Ah, makes sense. What was your old account? The admin would probably help you get access to it if you asked.
Fortunately, BLF isn’t the only place where people talk about flashlights. Anduril v1 was made for BLF… but I started on Anduril 2 because of what people said elsewhere — Reddit, Facebook, Amazon, Banggood, personal blogs, etc — places where people didn’t think I’d see it, where they pulled no punches. People outside of BLF had a number of complaints, some of which were worded with a lot of anger, but the underlying points were solid.
So I took those critiques / rants / reviews and looked for ways to solve as many as possible. Some of the main themes were:
- It was too complex for new users out of the box.
- The full UI had too much, but Muggle Mode had too little. People wanted something in-between, something more Goldilocks with all the basic flashlight functions, safe limits, and no disco modes or config menus. No weird modes to get stuck in.
- All the core functions needed to be as few clicks as possible, because a surprising amount of people have difficulty counting clicks or reliably executing click sequences longer than 3. It may seem strange, but more than one said they literally can’t count to four while clicking a button.
- Muggle mode was too easy to enter/exit by accident.
- Muggle mode was way too limited and felt like an afterthought (because it was).
- The term “muggle” is insulting.
- Config menus were too easy to access by accident.
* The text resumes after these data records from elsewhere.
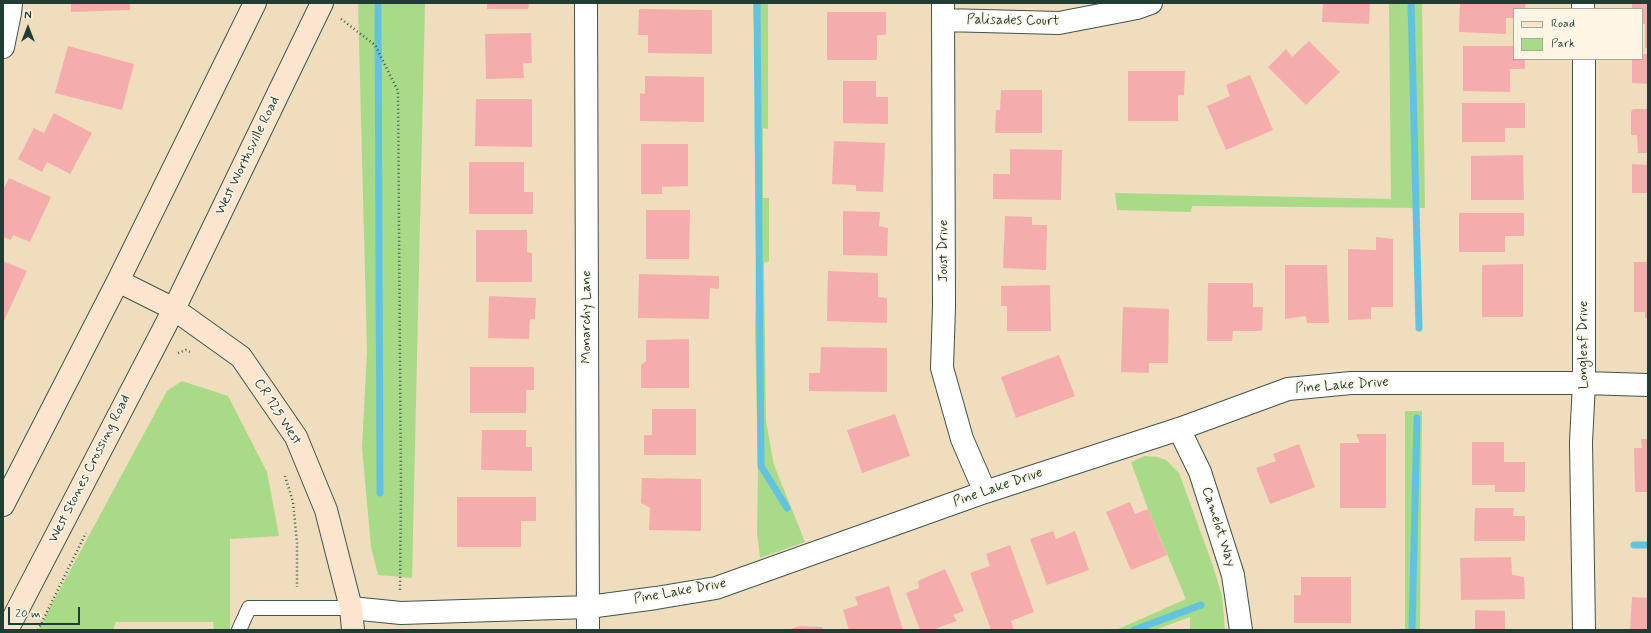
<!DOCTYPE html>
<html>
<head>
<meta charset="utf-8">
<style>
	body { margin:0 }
	#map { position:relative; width:1651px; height:633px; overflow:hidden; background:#f0ddbd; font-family:Mynerve,sans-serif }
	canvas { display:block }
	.frame { position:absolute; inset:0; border:4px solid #1f3d34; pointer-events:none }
	.legend { position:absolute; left:1513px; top:8px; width:130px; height:52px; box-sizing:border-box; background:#fcf5e5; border:1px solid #a4ab9e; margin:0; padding:5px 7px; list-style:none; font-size:12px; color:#1f3d34 }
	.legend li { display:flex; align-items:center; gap:8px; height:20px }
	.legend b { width:20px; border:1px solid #a4ab9e }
	.north { position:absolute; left:8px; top:8px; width:40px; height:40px; -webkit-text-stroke:3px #fcf5e5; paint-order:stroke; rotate:0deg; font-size:11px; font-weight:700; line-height:16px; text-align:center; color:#1f3d34 }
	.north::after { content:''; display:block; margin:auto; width:14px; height:18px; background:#1f3d34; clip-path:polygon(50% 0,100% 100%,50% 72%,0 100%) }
	.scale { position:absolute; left:8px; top:607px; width:72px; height:18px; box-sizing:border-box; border:2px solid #1f3d34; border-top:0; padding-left:5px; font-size:12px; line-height:14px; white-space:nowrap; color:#1f3d34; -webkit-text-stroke:3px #fcf5e5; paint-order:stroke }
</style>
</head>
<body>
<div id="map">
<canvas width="1651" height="633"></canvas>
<div class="frame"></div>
<ul class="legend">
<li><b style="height:5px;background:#fbe5cf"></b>Road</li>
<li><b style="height:11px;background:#a8da88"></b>Park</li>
</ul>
<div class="north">N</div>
<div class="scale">20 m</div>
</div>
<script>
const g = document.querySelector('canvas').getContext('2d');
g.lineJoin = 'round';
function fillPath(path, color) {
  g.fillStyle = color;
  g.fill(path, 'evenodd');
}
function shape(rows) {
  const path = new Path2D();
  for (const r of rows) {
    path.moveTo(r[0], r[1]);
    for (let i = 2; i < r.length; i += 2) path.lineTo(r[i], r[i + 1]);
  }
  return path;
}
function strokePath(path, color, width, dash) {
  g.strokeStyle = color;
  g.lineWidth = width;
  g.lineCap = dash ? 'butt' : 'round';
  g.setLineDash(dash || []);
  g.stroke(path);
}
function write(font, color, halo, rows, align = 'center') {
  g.font = font + ' Mynerve,sans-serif';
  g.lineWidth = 3;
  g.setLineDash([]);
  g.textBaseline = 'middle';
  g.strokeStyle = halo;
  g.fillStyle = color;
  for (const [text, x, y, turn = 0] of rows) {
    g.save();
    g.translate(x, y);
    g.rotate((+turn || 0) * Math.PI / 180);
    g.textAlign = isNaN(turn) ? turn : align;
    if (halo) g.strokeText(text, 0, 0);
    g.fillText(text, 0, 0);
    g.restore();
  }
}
fillPath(shape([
	[358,3,425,3,412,578,378,575,371,547,362,448,367,351],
	[753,3,768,3,768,129,763,128,763,198,769,198,769,261,764,263,766,421,774,465,805,542,760,558,757,533,758,470,755,329,758,140],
	[1389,3,1422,3,1425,208,1192,206,1191,212,1117,210,1115,193,1391,199],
	[182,381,228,396,267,472,279,536,230,539,230,630,214,630,213,622,116,622,113,630,38,630,167,391],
	[1405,411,1422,411,1420,630,1405,630],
	[1145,456,1157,457,1166,460,1179,473,1212,563,1222,596,1225,630,1190,630,1190,617,1155,630,1116,630,1186,599,1148,509,1131,462]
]), '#a8da88');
strokePath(shape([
	[378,3,380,493],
	[757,3,761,466,787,508],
	[1411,3,1419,328],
	[1634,545,1648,545],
	[1134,630,1201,605],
	[1412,630,1417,418]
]), '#62c3e0', 7);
fillPath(shape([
	[71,3,130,3,130,10,71,12],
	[487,3,529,3,528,9,487,9],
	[1323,3,1370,3,1369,24,1322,22],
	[1460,3,1526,3,1525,9,1514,9,1514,18,1506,18,1506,34,1459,32],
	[1632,3,1648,3,1648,48,1645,48,1645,24,1642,24,1642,9,1632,9],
	[639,9,712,10,712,54,648,53,648,35,638,35],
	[827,12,886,12,886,35,877,35,877,60,827,60],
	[531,33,532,63,523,63,524,78,486,79,485,34],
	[1309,41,1340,72,1306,105,1268,67,1286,49,1292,57],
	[68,46,134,64,122,110,55,93],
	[1463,46,1514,46,1514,59,1525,59,1525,69,1510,69,1510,92,1463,91],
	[1642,54,1648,54,1648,84,1632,83,1632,59,1642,59],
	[1128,71,1185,71,1184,95,1178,95,1178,121,1128,121],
	[1250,75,1273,130,1226,150,1207,106,1230,96,1226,85],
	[645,76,704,77,704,122,640,121,640,93,645,94],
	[843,81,876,81,876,97,888,97,888,124,843,123],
	[1001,90,1042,90,1042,133,995,133,996,110,1000,110],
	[476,99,532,99,532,147,475,146],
	[1462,103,1525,103,1525,128,1505,128,1505,142,1462,142],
	[1633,109,1648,109,1648,153,1638,153,1637,135,1631,135,1631,112],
	[54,113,92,133,70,174,47,162,42,172,18,159,34,128,44,133],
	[834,141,885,143,883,192,856,191,856,185,832,184],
	[641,144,688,144,688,186,662,187,662,194,641,194],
	[1010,149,1062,150,1061,200,993,199,993,174,1010,174],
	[1523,155,1524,200,1471,200,1471,156],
	[469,162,524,162,524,192,533,192,533,214,469,214],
	[1632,164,1648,165,1648,193,1632,193],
	[9,178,51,197,30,242,13,235,11,240,3,237,3,190],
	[646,210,690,210,689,259,646,259],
	[843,211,880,212,879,226,888,228,887,256,843,255],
	[1459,213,1524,213,1524,236,1505,236,1505,252,1459,252],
	[1005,216,1032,217,1032,225,1047,225,1046,270,1003,268],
	[476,230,527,230,527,252,532,253,532,282,476,282],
	[1376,237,1393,239,1393,307,1371,307,1371,319,1348,320,1348,249,1376,250],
	[3,261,27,271,3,323],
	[1634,262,1648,262,1648,318,1645,318,1645,312,1634,312],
	[1523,264,1523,317,1482,317,1482,265],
	[1285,265,1327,265,1329,323,1307,323,1306,316,1285,319],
	[828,271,878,273,878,297,887,298,887,323,827,321],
	[639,274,719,276,719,289,710,288,709,319,638,318],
	[1208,283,1253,283,1253,307,1263,307,1262,331,1233,331,1232,341,1207,341],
	[1050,285,1051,331,1007,331,1007,306,1001,306,1001,286],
	[489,296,536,298,535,319,530,319,529,339,488,338],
	[1123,307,1169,309,1168,363,1149,363,1149,373,1121,372],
	[689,339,689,388,641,388,641,365,646,361,646,340],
	[821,347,887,348,887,392,809,391,809,373,820,373],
	[1059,355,1075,396,1016,418,1001,377],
	[470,367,534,367,534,390,526,390,526,413,470,413],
	[652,409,696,409,696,455,644,455,644,435,652,435],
	[895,414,910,456,862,473,847,430],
	[482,430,526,430,526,447,532,447,532,471,481,470],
	[1356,434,1386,434,1386,508,1340,508,1340,443,1360,443],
	[1641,439,1648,439,1648,492,1635,492,1634,448,1642,448],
	[1472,442,1504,442,1504,462,1525,462,1525,492,1495,492,1495,485,1472,485],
	[1299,444,1315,487,1270,504,1256,468,1276,461,1273,454],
	[642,478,701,479,701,531,649,530,650,508,641,503],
	[457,497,536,497,536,521,521,521,521,547,457,547],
	[1130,502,1135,514,1148,509,1167,555,1131,570,1106,512],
	[1475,508,1514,508,1513,516,1525,516,1525,541,1474,541],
	[1053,531,1056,539,1075,531,1089,570,1047,585,1030,539],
	[1010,545,1034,612,1011,621,1014,630,991,630,970,573,990,566,986,554],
	[1511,557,1512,575,1524,577,1525,599,1461,600,1460,558],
	[945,569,964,611,953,615,957,621,932,630,920,630,906,593,919,588,918,581],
	[1301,577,1351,577,1351,623,1294,623,1294,595,1301,595],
	[889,586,903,630,849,630,843,610,858,605,855,597],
	[1632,597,1648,598,1648,630,1630,630],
	[1475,610,1505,611,1505,630,1475,630],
	[799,626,822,627,823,630,788,630]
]), '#f5adab');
const lane = shape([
	[239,630,249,608,351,608]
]);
const street = shape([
	[586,3,588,630],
	[943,3,944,307,942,368,962,439,985,492],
	[1583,3,1583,9],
	[944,20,1059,23,1137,8,1151,3],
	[3,47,10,13,11,3],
	[1584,59,1584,383,1581,442,1584,630],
	[1179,429,1200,472,1233,575,1241,630],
	[351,608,401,613,589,607,656,598,716,588,985,492,1179,429,1288,389,1351,383,1584,383,1648,385]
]);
const secondary = shape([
	[118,281,174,309,241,357,296,437,326,510,351,608,353,630],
	[3,505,118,281,255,3],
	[7,630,174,309,322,3]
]);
strokePath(lane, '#3e5549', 16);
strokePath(street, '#3e5549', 24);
strokePath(secondary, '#3e5549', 24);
strokePath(shape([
	[341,19,375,45,398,91,401,494,400,590],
	[178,353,186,350,192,353],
	[285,476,293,502,297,543,297,587],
	[38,630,86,533]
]), '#3e5549', 2.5, [1, 3]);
strokePath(lane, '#fff', 14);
strokePath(street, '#fff', 22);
strokePath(secondary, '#fbe5cf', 22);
write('14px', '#1f3d34', '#fcf5e5', [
	["Palisades Court",1013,21,1],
	["West Worthsville Road",248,156,-64],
	["Joust Drive",944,251,-90],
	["Monarchy Lane",587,317,-90],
	["Longleaf Drive",1584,345,-90],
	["Pine Lake Drive",1342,386,-4],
	["CR 125 West",277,412,57],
	["West Stones Crossing Road",90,469,-63],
	["Pine Lake Drive",998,488,-19],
	["Camelot Way",1218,527,72],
	["Pine Lake Drive",680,592,-10]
]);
</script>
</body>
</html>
- Multi-click functions were too close together.
- Lockout mode was good, but too slow to enter/exit.
- Some fairly specific extra features would be nice.
So I removed muggle mode entirely, and replaced it with something in-between, with the core essential flashlight functions and nothing more. It’s pretty similar to a “normal” UI from other companies, designed for people who just want to get stuff done and don’t want any weird extras getting in the way.
Tried to address the other main complaints people had, too.
However, I also encountered an entire category of complaints which I can’t really do anything about without turning Anduril into a completely different UI. The ideas people had in those critiques aren’t bad… they just require a different solution. And to address that, I’ve been working on something else:
People should be able to choose a UI at time of purchase, or change it fairly easily at home.
Because no single UI can be and do everything for every person. One size doesn’t fit all. It may be possible to cover 70% of what people want, or maybe even 80, in one program… but it’ll never be 100. But there’s a very simple way to get closer to 100%: Offer several different UIs so people can choose whatever they like most.
To help accomplish that, I’ve been pushing toward a few goals:
- Make reflashing easier. For example, with easily-accessed reflashing pads and commercially-available pogo pin adapters. This allows reflashing in under a minute with no soldering.
- Make firmware available to everyone. In other words, free software. Publishing everything, chasing down license compliance issues, teaching companies how to participate, etc.
- Make firmware easier to create or modify. For this, I created a microkernel and UI toolkit which handles the hardware details and allows people to write user interfaces in an easier, portable language which works on many different lights.
There’s still a big piece missing though:
- People need to actually make the other UIs they want.
I made the UI I like, and a few other examples for reference, and some documentation about how people can make their own… but people still need to actually do it.
Indeed, it can’t.
This is the most common criticism I’ve encountered in the second category — things I can’t do without sacrificing core functions. It’s not a bad idea, it’s just … a fundamentally different type of interface. It deserves to be its own UI, not just some obscure option in Anduril.
The closest I can potentially work in is the “Off -> 2H” button action. It’s currently mapped to something nobody really seems to care about, so it’s prime real estate for something else. It could be mapped to full turbo, or momentary turbo, or momentary mem, or … whatever.
But if double clicking is too slow, 2H doesn’t help. It isn’t any faster.
That only leaves the 1H action, ideally responding as soon as the button is pressed, for a true momentary… but activating turbo as soon as the button is pressed would create a ton of problems on most non-thrower lights. Like, literally every time the light is activated, it would immediately go to full power. Want to take a bathroom trip in the middle of the night? BAM! Now the user is wide awake and temporarily blinded.
So I’m not going to remap “Off -> Press button” to turbo.
However, that could easily be the starting point for designing a completely different UI…
That sounds like the beginning of a brand new UI. So… make it. Don’t use my silly toy interface; it’s designed for purposes which are completely different than your needs. It’s not what you want… so make what you want. The whole point of free software is to empower people to scratch their own itches instead of depending on someone else to do it.
As they should. Diversity is a beautiful thing.
On that note, in case it matters, there’s also another option: Add a clicky switch. Anduril already supports the use of a second switch, a clicky switch, for momentary purposes. It simply turns on at the memorized level as soon as power is connected, like most tactical-style lights. But it requires a physical button, which isn’t something I can provide with a firmware update.